Records from a data collection
·····

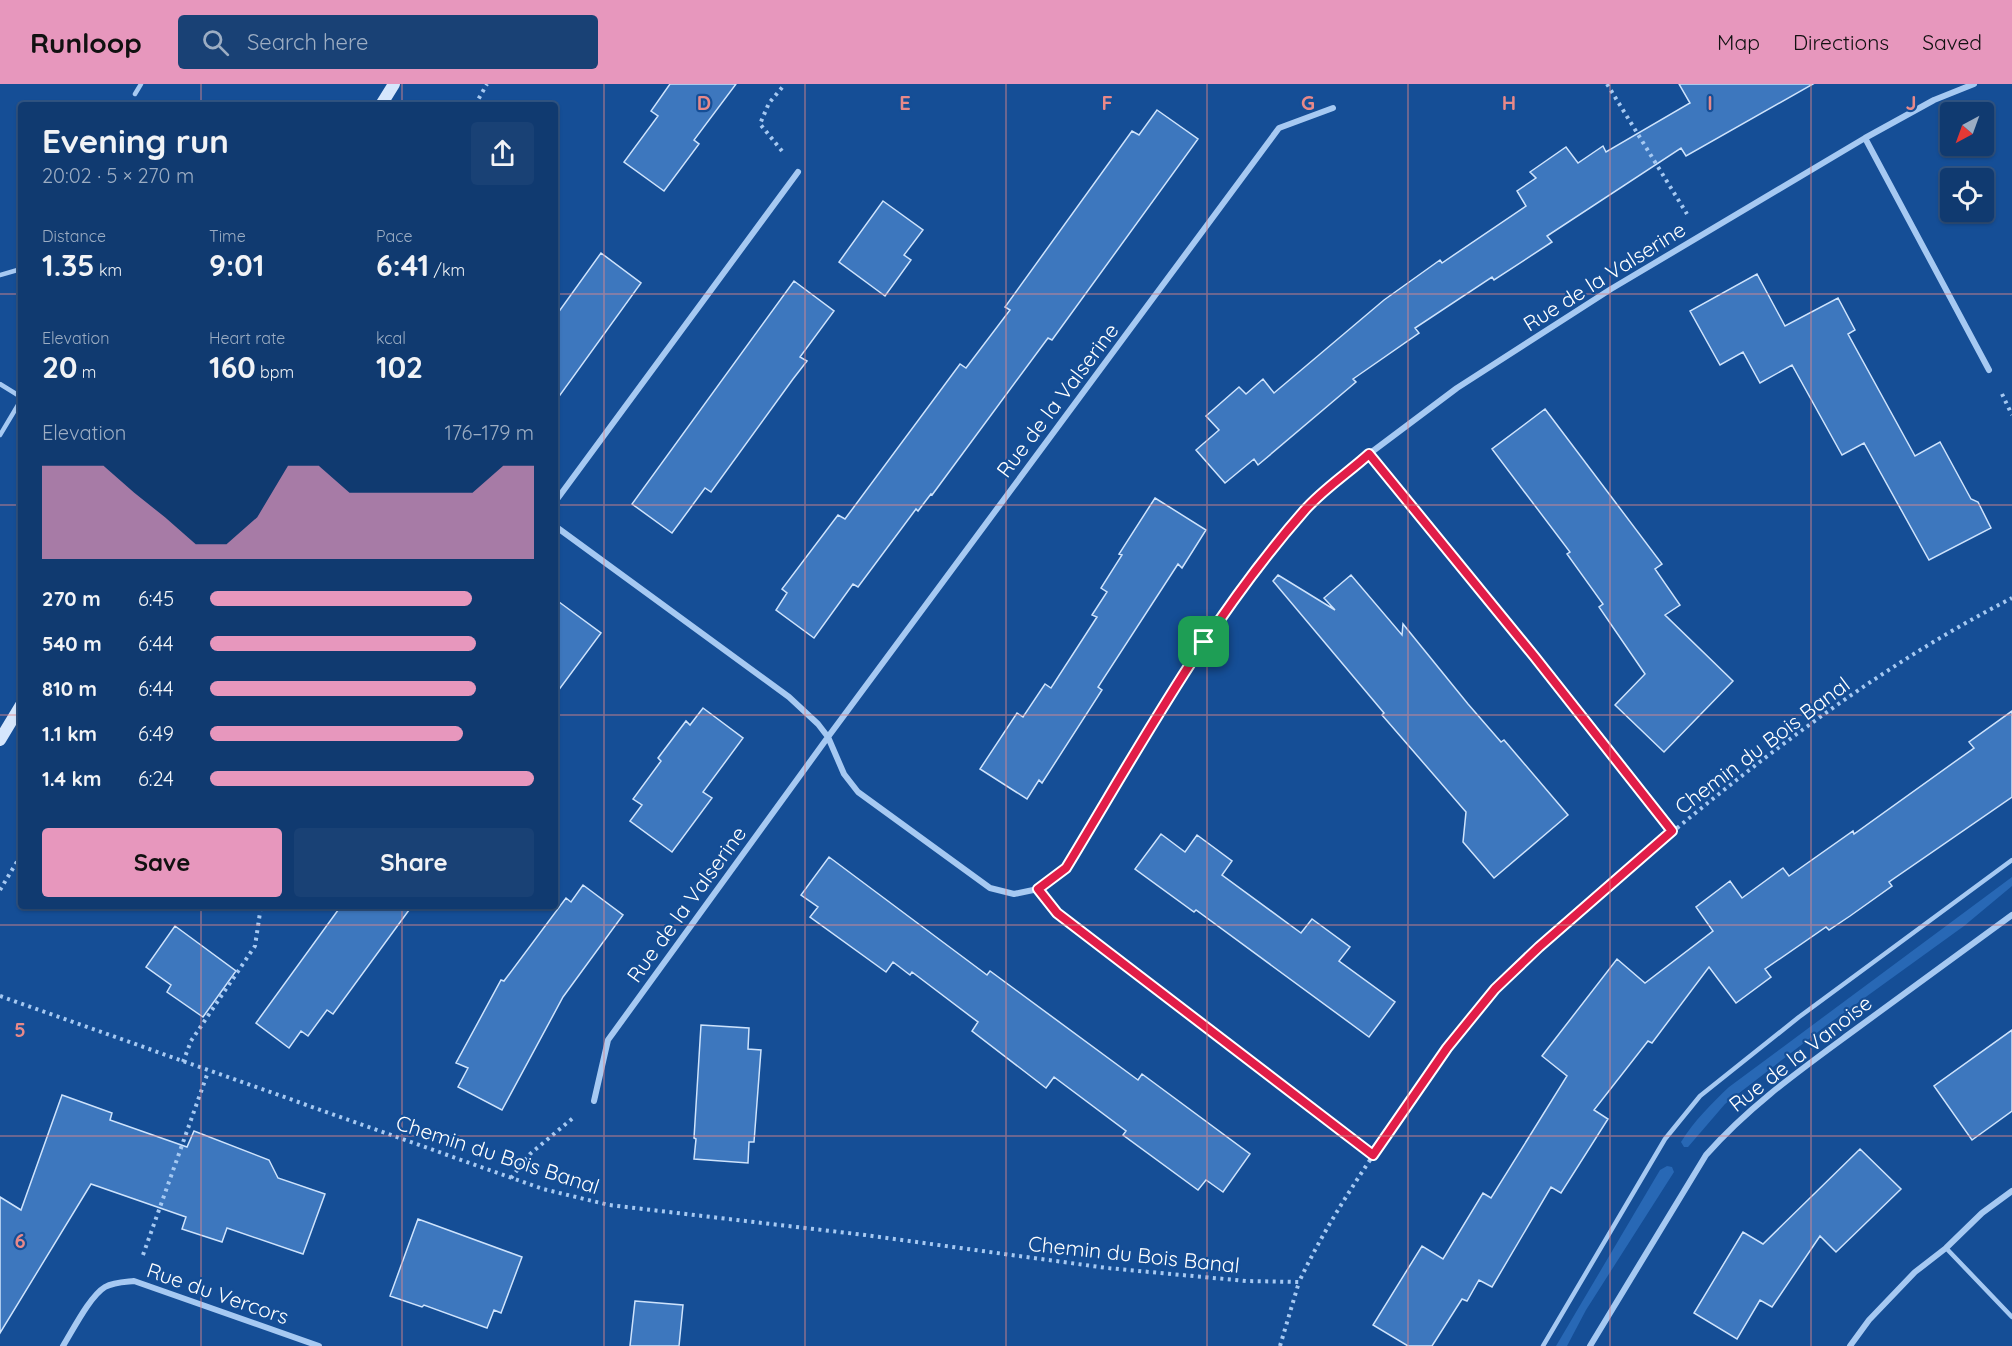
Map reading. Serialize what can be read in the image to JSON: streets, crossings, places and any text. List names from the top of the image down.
{
  "streets": {
    "street": ["Rue de la Valserine", "Rue de la Vanoise", "Rue du Vercors"],
    "path": ["Chemin du Bois Banal"]
  },
  "north": "bottom left",
  "page": {
    "header": "Runloop",
    "search": "Search here",
    "nav": ["Map", "Directions", "Saved"],
    "heading": ["Evening run", "20:02 · 5 × 270 m"],
    "stats": [
      ["Distance", "1.35 km"],
      ["Time", "9:01"],
      ["Pace", "6:41 /km"],
      ["Elevation", "20 m"],
      ["Heart rate", "160 bpm"],
      ["kcal", "102"]
    ],
    "chart": ["Elevation", "176–179 m"],
    "list": [
      {
        "name": "270 m",
        "note": "6:45"
      },
      {
        "name": "540 m",
        "note": "6:44"
      },
      {
        "name": "810 m",
        "note": "6:44"
      },
      {
        "name": "1.1 km",
        "note": "6:49"
      },
      {
        "name": "1.4 km",
        "note": "6:24"
      }
    ],
    "buttons": ["Save", "Share"]
  },
  "grid": {
    "columns": [
      "D",
      "E",
      "F",
      "G",
      "H",
      "I",
      "J"
    ],
    "rows": ["5", "6"]
  }
}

·····

Directions for this task: Without carrying over any picture, retype the records above word for word.

Finished exercise:
Map reading. Serialize what can be read in the image to JSON: streets, crossings, places and any text. List names from the top of the image down.
{
  "streets": {
    "street": ["Rue de la Valserine", "Rue de la Vanoise", "Rue du Vercors"],
    "path": ["Chemin du Bois Banal"]
  },
  "north": "bottom left",
  "page": {
    "header": "Runloop",
    "search": "Search here",
    "nav": ["Map", "Directions", "Saved"],
    "heading": ["Evening run", "20:02 · 5 × 270 m"],
    "stats": [
      ["Distance", "1.35 km"],
      ["Time", "9:01"],
      ["Pace", "6:41 /km"],
      ["Elevation", "20 m"],
      ["Heart rate", "160 bpm"],
      ["kcal", "102"]
    ],
    "chart": ["Elevation", "176–179 m"],
    "list": [
      {
        "name": "270 m",
        "note": "6:45"
      },
      {
        "name": "540 m",
        "note": "6:44"
      },
      {
        "name": "810 m",
        "note": "6:44"
      },
      {
        "name": "1.1 km",
        "note": "6:49"
      },
      {
        "name": "1.4 km",
        "note": "6:24"
      }
    ],
    "buttons": ["Save", "Share"]
  },
  "grid": {
    "columns": [
      "D",
      "E",
      "F",
      "G",
      "H",
      "I",
      "J"
    ],
    "rows": ["5", "6"]
  }
}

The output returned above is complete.